- What to produce -
Consider the records below. How many of their lines include the word "from"? State the number and nothing else.
Start of Block
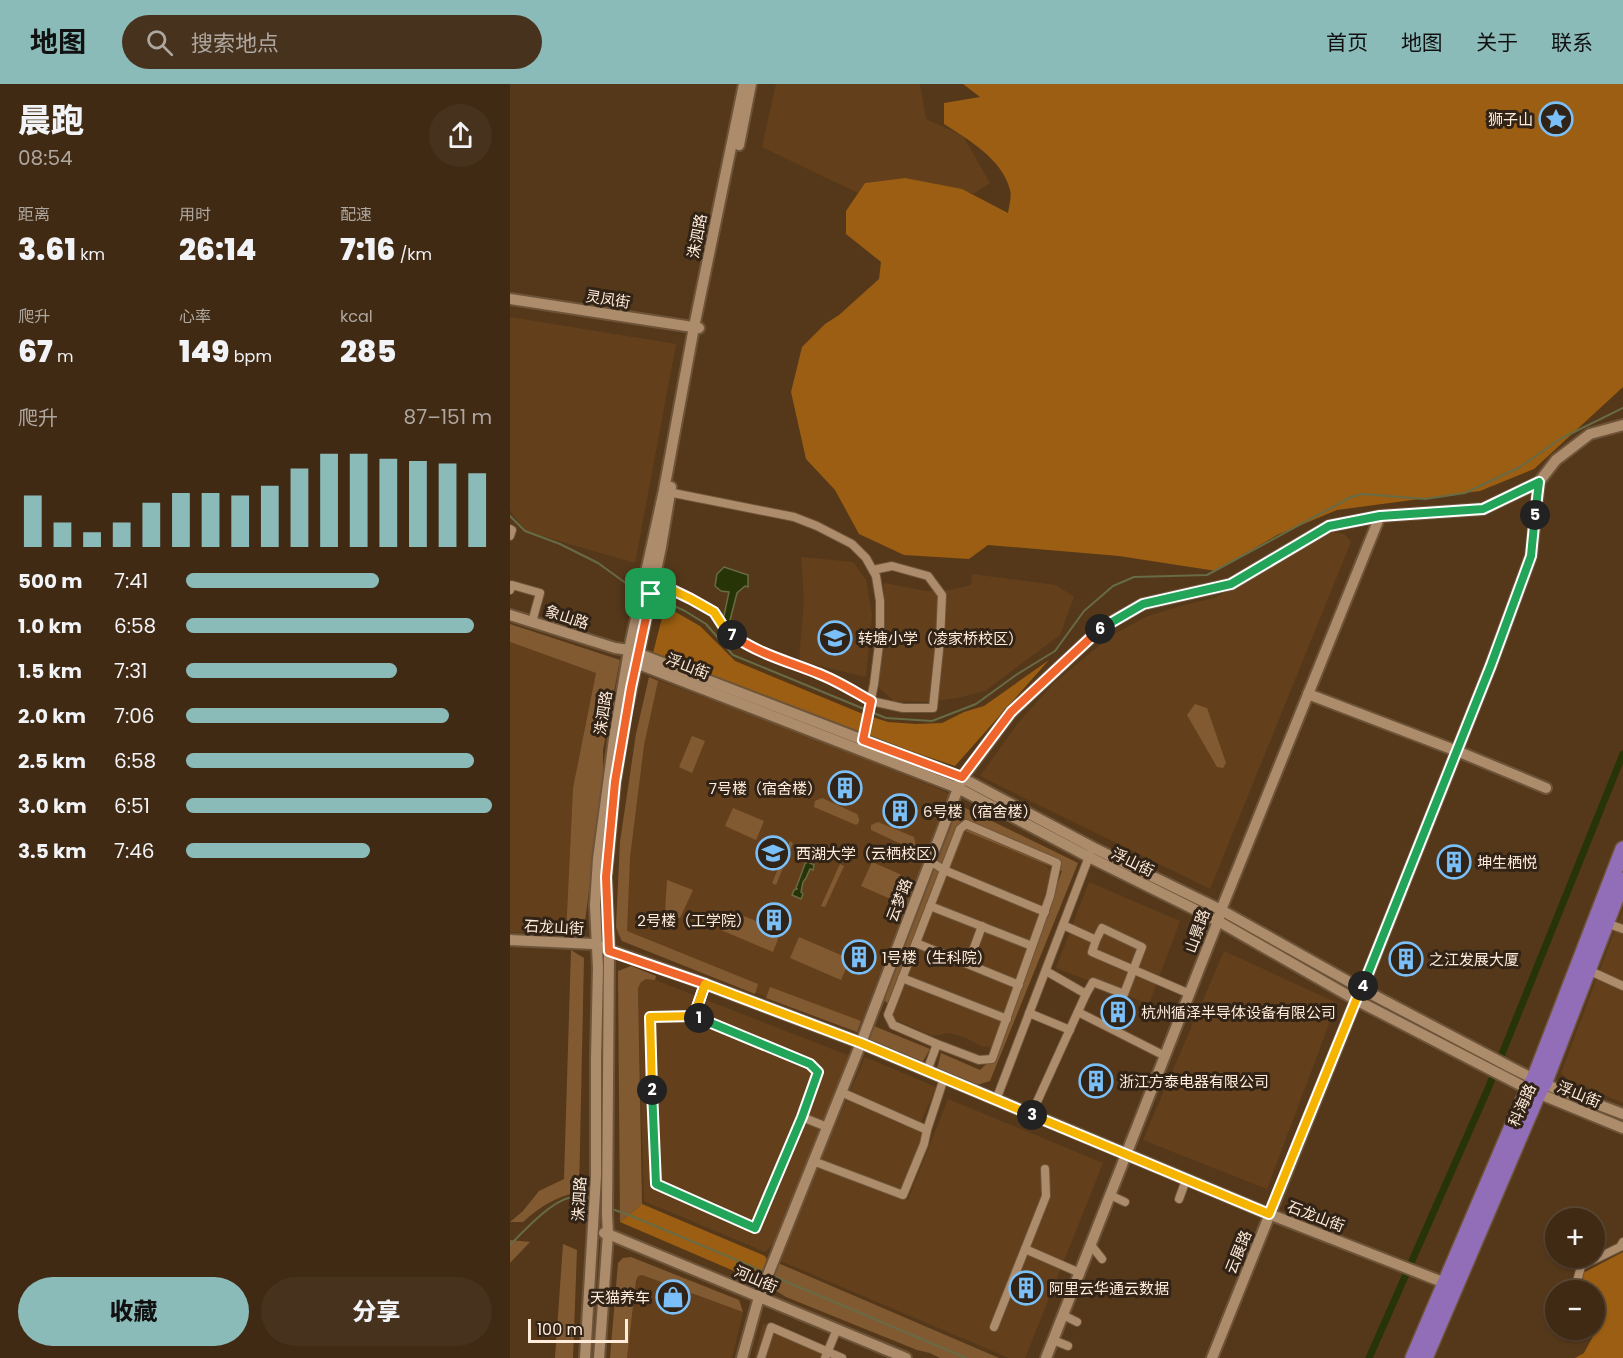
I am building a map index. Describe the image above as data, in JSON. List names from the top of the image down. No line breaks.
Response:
{"streets":{"highway":["科海路"],"street":["洙泗路","灵凤街","象山路","浮山街","云梦路","石龙山街","山景路","云展路","河山街"]},"crossings":[["洙泗路","灵凤街"],["洙泗路","浮山街"],["洙泗路","石龙山街"],["洙泗路","河山街"],["象山路","浮山街"],["浮山街","云梦路"],["浮山街","山景路"],["浮山街","科海路"],["浮山街","云展路"],["云梦路","石龙山街"],["云梦路","山景路"],["云梦路","云展路"],["云梦路","河山街"],["石龙山街","山景路"],["石龙山街","科海路"],["石龙山街","云展路"]],"places":{"place":["狮子山"],"school or university":["转塘小学（凌家桥校区）","西湖大学（云栖校区）"],"building":["7号楼（宿舍楼）","6号楼（宿舍楼）","坤生栖悦","2号楼（工学院）","1号楼（生科院）","之江发展大厦","杭州循泽半导体设备有限公司","浙江方泰电器有限公司","阿里云华通云数据"],"shop":["天猫养车"]},"scale_bar":"100 m","page":{"header":"地图","search":"搜索地点","nav":["首页","地图","关于","联系"],"heading":["晨跑","08:54"],"stats":[["距离","3.61 km"],["用时","26:14"],["配速","7:16 /km"],["爬升","67 m"],["心率","149 bpm"],["kcal","285"]],"chart":["爬升","87–151 m"],"pins":["5","6","7","4","1","2","3"],"list":[{"name":"500 m","note":"7:41"},{"name":"1.0 km","note":"6:58"},{"name":"1.5 km","note":"7:31"},{"name":"2.0 km","note":"7:06"},{"name":"2.5 km","note":"6:58"},{"name":"3.0 km","note":"6:51"},{"name":"3.5 km","note":"7:46"}],"map_buttons":["+","−"],"buttons":["收藏","分享"],"scale":"100 m"}}
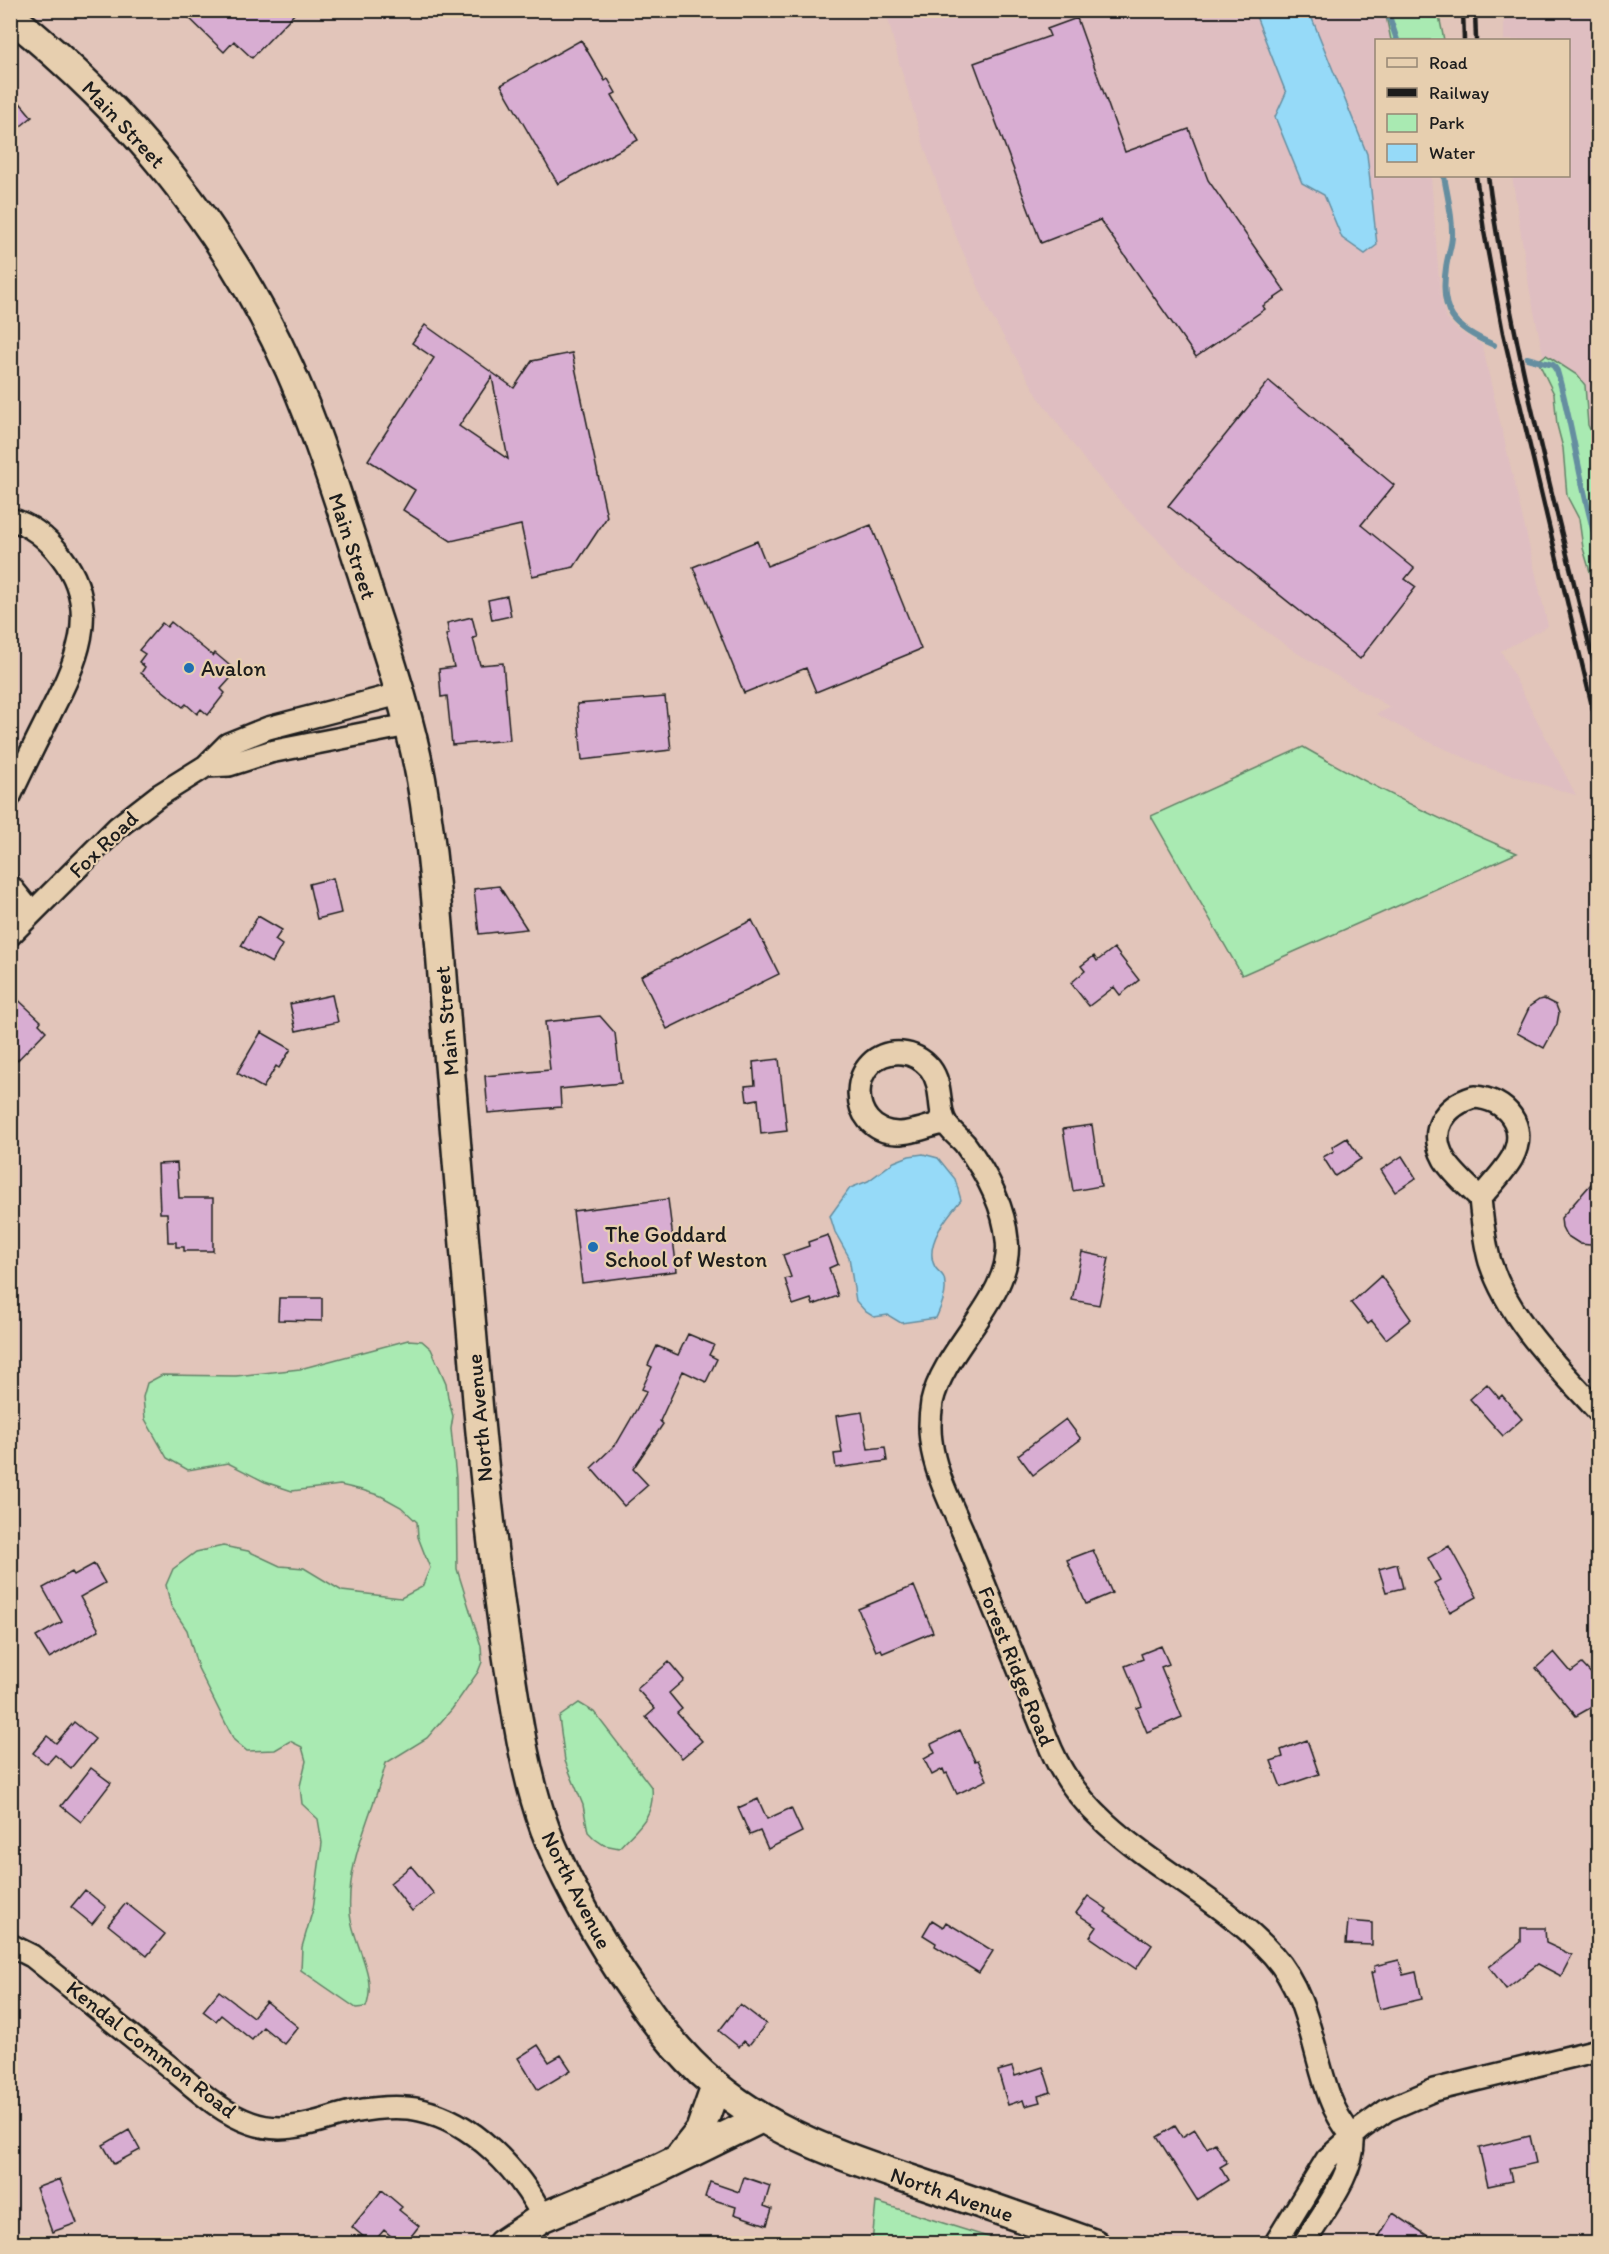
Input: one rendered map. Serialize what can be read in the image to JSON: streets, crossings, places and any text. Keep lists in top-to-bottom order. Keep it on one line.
{"streets":{"main road":["Main Street","North Avenue"],"street":["Fox Road","Forest Ridge Road","Kendal Common Road"]},"crossings":[["Main Street","Fox Road"],["Main Street","North Avenue"]],"places":["Avalon","The Goddard School of Weston"],"legend":["Road","Railway","Park","Water"]}
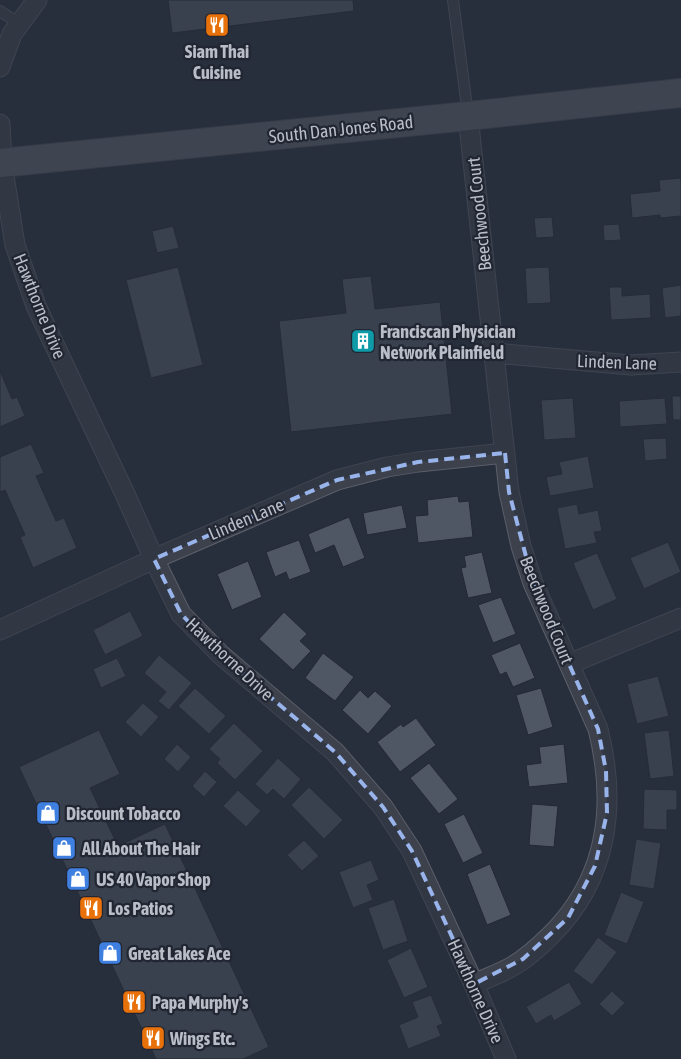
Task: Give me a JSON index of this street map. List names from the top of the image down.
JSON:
{
  "streets": {
    "main road": ["South Dan Jones Road"],
    "street": ["Beechwood Court", "Hawthorne Drive", "Linden Lane"]
  },
  "crossings": [
    ["South Dan Jones Road", "Beechwood Court"],
    ["South Dan Jones Road", "Hawthorne Drive"],
    ["Beechwood Court", "Hawthorne Drive"],
    ["Beechwood Court", "Linden Lane"],
    ["Hawthorne Drive", "Linden Lane"]
  ],
  "places": {
    "restaurant": [
      "Siam Thai Cuisine",
      "Los Patios",
      "Papa Murphy's",
      "Wings Etc."
    ],
    "building": ["Franciscan Physician Network Plainfield"],
    "shop": [
      "Discount Tobacco",
      "All About The Hair",
      "US 40 Vapor Shop",
      "Great Lakes Ace"
    ]
  }
}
End of Block
- Result below -
2